We had a hard time letting go of each other. He said that he couldn’t let go of me, but he also couldn’t marry me. I knew that his love for me was conditional when he finally admitted to me that the reason he was stringing me along was because he was hoping that he would be able to convert me to his version of “true Christianity”. I had an even harder time explaining to him why it was finally so easy to walk away from him. I tried to use the parable of the Good Samaritan to show how he was like the priest and the Levite who professed to be godly men, but passed right on by the injured man. Although they professed to love God, they couldn’t love their neighbor (Matthew 37-39). I was trying to tell him that as soon as he admitted that he wanted me to leave my church, I KNEW that he didn’t love me. Not in the way God asked us to love one another. He just didn’t get it.
So when I found this statement from The Christian Left, a group that I follow on Facebook, I was finally able to put my finger on what I was actually trying to say, and why it hurt me so much:
We believe one of the most important things we do here is let as many people as possible know we’re here. When we say “we’re here” we mean all 191,000+ of us. Do you know why? Because liberal Christians are tormented by conservative “Christians.” They are told they “can’t be a liberal and a Christian,” which is saying “You aren’t a Christian,” which is saying “God has rejected you.” Do you know what it’s like to have doubts on whether God has rejected you? We can’t think of anything worse, period. That’s why this community is so important and it’s why we keep coming back. Liberal Christians often suffer the rejection and alienation of friends and family. We want them to know they’re not alone and that God has NOT rejected them, period.
I added my own thoughts in the comment section:
This is what it is like being me. Except add the Mormon part to it, because many Christians will say you can’t be Mormon and Christian, while many Mormons say you can’t be Mormon and liberal. It’s a tough row to hoe.
When I was finally able to put both ideas together I finally knew why it was so tough to admit my liberal leanings to my boyfriend.

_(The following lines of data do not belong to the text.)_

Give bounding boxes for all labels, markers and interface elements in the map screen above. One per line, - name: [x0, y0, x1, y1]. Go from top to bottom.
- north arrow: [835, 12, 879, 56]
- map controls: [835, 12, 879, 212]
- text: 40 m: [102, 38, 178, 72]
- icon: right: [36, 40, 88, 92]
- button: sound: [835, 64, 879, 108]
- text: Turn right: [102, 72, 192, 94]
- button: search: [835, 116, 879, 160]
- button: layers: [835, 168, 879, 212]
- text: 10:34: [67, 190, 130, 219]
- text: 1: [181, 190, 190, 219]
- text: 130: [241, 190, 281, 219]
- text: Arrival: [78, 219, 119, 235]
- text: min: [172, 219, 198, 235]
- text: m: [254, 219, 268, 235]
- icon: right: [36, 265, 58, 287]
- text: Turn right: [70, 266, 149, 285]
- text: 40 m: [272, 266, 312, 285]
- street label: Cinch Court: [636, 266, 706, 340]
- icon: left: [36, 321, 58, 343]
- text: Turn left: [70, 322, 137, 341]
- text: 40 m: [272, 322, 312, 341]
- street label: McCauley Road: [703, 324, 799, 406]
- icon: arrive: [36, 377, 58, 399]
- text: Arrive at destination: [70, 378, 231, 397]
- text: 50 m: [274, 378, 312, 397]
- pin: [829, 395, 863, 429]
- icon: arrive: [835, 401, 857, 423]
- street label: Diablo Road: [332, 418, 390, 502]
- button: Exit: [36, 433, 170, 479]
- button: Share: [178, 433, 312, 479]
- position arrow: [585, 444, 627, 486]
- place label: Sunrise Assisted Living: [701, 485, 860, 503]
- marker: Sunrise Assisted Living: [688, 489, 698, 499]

If he was struggling to accept me because I was Mormon, how would he handle it when he found out I was liberal too? If I was afraid of the reactions of my Mormon friends and family when they found out I was liberal, how would my conservative Christian boyfriend handle it? He didn’t. He couldn’t. It was a doomed relationship.

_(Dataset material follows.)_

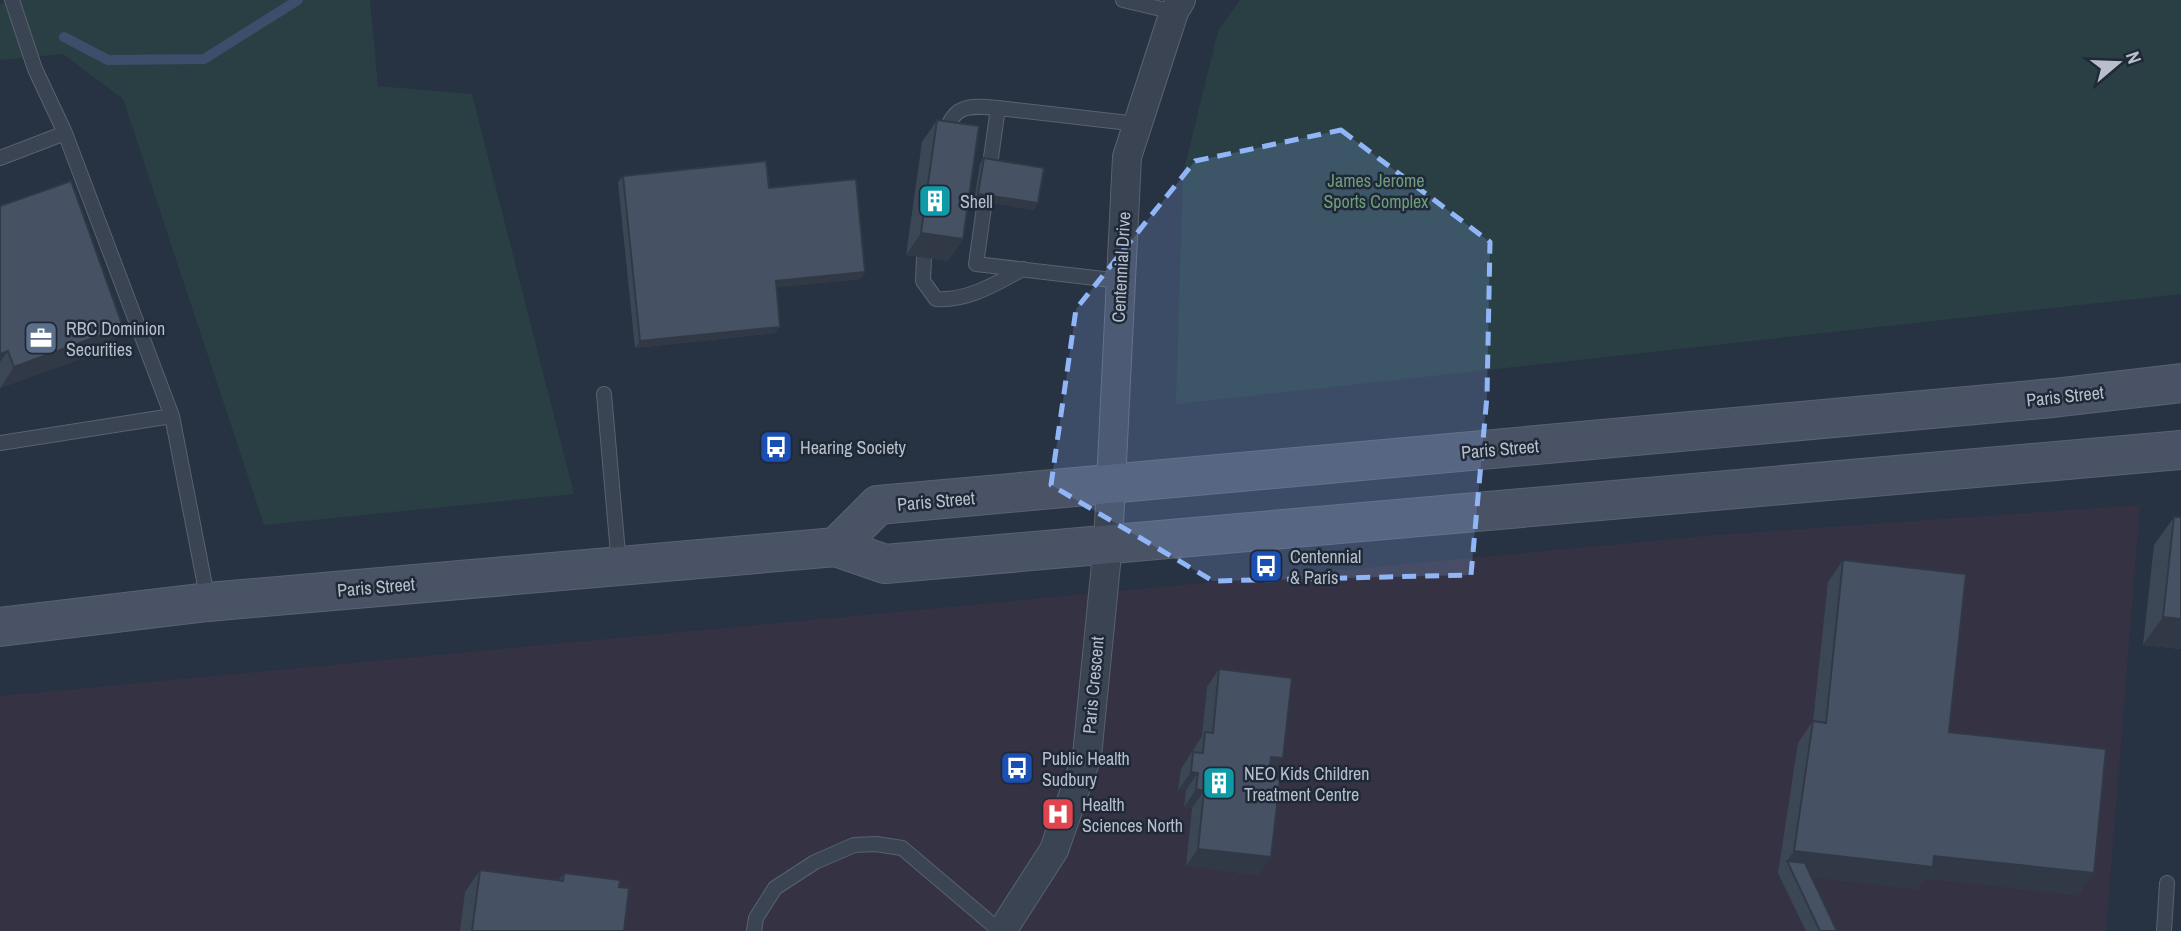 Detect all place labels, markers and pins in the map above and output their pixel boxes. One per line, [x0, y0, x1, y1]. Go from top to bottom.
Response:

To be honest, even though I have some very good Christian friends, I DO NOT at all feel accepted by the general Christian public. Not because I am a Liberal, but because I am a Mormon. And once those who understand that I am a Christian because I am a Mormon find out that I am a liberal because I am a Christian, will they reject me too? So let me try to further explain:
Being a liberal Christian means understanding what Jesus meant when he told us to love God with all our hearts and then to “love thy neighbor as thyself”. He told us that there are no greater commandments than these two (Mark 12: 30-31). So why can’t we keep them? If you can accept yourself, knowing all of your flaws and inadequacies, and you can love God because you know that he loves you despite all of your inadequacies (THAT is God’s amazing grace), then why can’t you accept others whose flaws and inadequacies are different from yours? Being a liberal Christian means knowing that placing judgement on others means asking for judgment upon your own head. Did not Jesus say “with what judgment ye judge, ye shall be judged: and with what measure ye mete, it shall be measured to you again” (Matthew 7:2)?

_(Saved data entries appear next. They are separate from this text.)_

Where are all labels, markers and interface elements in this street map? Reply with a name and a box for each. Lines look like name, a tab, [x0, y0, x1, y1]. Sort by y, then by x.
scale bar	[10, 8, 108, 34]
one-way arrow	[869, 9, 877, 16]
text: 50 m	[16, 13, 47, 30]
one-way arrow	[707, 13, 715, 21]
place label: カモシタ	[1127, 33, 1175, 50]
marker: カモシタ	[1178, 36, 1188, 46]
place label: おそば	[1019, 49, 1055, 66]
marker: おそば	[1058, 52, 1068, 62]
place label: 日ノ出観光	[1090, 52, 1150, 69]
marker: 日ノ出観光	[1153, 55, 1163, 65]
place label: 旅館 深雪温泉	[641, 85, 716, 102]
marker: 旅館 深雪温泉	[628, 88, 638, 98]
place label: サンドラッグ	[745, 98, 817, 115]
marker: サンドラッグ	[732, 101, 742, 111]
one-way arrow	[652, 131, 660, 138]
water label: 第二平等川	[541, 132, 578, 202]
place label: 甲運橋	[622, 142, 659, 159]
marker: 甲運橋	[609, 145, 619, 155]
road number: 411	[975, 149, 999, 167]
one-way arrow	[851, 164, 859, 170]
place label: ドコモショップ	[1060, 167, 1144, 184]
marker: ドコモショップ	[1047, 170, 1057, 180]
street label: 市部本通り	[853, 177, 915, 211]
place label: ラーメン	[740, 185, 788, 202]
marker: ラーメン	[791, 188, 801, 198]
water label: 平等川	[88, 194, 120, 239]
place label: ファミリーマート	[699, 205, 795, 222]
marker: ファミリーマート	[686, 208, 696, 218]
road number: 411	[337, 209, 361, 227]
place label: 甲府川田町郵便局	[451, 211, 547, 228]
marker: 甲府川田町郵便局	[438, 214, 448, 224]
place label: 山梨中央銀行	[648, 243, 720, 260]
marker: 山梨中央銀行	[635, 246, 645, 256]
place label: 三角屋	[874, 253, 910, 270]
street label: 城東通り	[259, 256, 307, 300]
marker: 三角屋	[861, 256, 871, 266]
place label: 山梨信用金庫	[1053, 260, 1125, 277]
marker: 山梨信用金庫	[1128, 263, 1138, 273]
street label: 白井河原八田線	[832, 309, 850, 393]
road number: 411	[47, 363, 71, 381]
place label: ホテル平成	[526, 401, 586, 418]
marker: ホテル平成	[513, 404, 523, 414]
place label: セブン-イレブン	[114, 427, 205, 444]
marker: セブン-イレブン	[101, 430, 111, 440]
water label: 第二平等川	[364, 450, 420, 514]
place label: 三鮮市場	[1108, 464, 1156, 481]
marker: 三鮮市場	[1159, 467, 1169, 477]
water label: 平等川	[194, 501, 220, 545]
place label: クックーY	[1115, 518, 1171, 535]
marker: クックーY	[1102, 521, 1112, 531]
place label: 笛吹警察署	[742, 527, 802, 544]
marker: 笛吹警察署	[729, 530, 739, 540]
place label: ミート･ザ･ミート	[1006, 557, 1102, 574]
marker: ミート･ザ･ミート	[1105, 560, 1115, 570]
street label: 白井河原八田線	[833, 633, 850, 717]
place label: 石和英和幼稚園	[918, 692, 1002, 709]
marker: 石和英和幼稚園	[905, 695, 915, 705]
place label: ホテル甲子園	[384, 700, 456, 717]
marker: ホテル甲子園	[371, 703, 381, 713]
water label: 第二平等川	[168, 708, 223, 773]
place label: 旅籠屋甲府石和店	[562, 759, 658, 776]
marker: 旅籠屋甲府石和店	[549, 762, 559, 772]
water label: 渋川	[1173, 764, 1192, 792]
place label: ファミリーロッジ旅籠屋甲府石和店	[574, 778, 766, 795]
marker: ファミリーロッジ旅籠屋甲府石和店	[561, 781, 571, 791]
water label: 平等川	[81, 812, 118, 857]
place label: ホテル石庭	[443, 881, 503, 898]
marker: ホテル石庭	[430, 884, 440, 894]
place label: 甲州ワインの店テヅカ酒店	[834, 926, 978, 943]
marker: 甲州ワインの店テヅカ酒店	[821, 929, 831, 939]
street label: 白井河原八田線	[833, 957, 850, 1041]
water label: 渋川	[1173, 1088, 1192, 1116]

I just wanted to be loved as God loves me. Unconditionally. I guess that was asking for too much. I guess that is asking too much. I was hurt. I was rejected. By a human being. I’m not perfect. He’s not perfect. I guess I’ve been guilty of judging too. In the end, I am so glad that it didn’t work out between us. It isn’t right for me to expect perfection from any human being. I just wanted someone who was trying. And I have that now.
My second husband was Catholic when I met him. It didn’t bother him at all that I was Mormon. In fact, he was very interested in understanding what it meant for me to be LDS. I was worried that he might join the church for the wrong reason (me). I told him that it was okay with me if he wanted to stay Catholic. I told him that if he was really sure that he did want to be a Mormon, that I didn’t want him to do it until after we were married, and I even went so far as to tell him that I would be angry if I found out he was joining the church to make me happy. And I meant it. It was a year and a half after we were married that Tony “took the plunge”. And today, four years later, he is preparing to be sealed with me in the temple. We don’t always agree, and we definitely have our differences, but I do know that LDS or not, I have a truly Christian husband.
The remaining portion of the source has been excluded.